| The records |
---

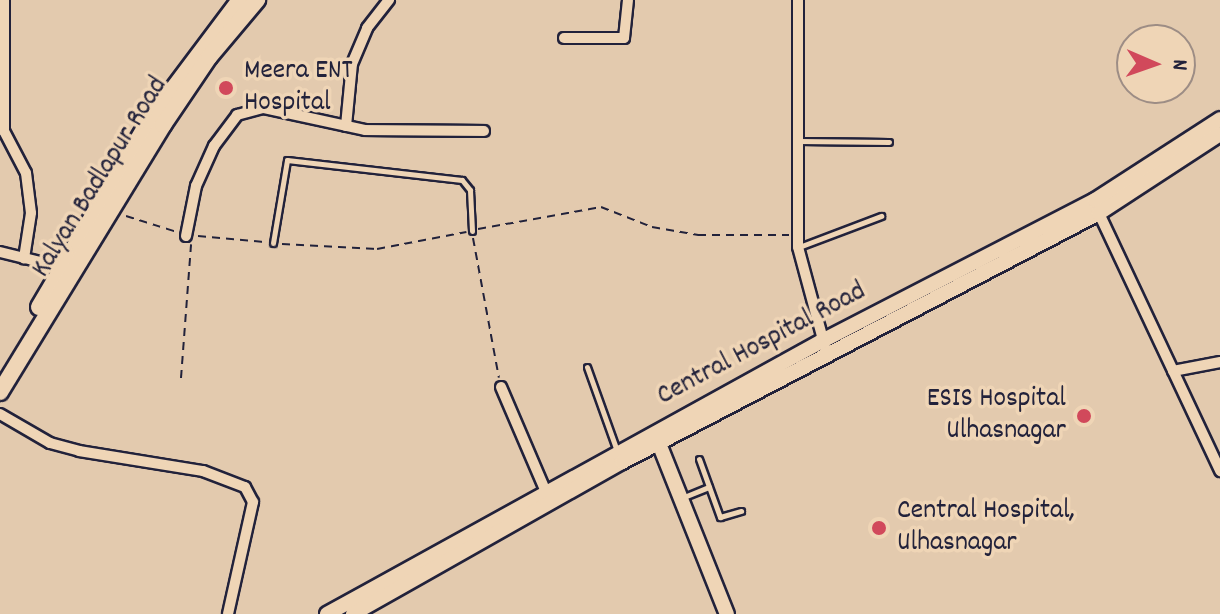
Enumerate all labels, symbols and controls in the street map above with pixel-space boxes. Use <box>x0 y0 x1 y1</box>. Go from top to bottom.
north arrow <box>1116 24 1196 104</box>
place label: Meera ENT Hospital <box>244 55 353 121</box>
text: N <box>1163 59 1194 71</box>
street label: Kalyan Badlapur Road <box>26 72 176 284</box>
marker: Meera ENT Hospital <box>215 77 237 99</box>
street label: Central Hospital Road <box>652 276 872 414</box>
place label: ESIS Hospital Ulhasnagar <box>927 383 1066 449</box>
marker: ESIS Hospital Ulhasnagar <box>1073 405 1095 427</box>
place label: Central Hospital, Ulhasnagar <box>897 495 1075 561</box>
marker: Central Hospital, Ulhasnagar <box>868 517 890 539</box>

---

| Task instructions |
The result should be an exact copy of every entry above, with no pictures included.

| Answer area |
Enumerate all labels, symbols and controls in the street map above with pixel-space boxes. Use <box>x0 y0 x1 y1</box>. Go from top to bottom.
north arrow <box>1116 24 1196 104</box>
place label: Meera ENT Hospital <box>244 55 353 121</box>
text: N <box>1163 59 1194 71</box>
street label: Kalyan Badlapur Road <box>26 72 176 284</box>
marker: Meera ENT Hospital <box>215 77 237 99</box>
street label: Central Hospital Road <box>652 276 872 414</box>
place label: ESIS Hospital Ulhasnagar <box>927 383 1066 449</box>
marker: ESIS Hospital Ulhasnagar <box>1073 405 1095 427</box>
place label: Central Hospital, Ulhasnagar <box>897 495 1075 561</box>
marker: Central Hospital, Ulhasnagar <box>868 517 890 539</box>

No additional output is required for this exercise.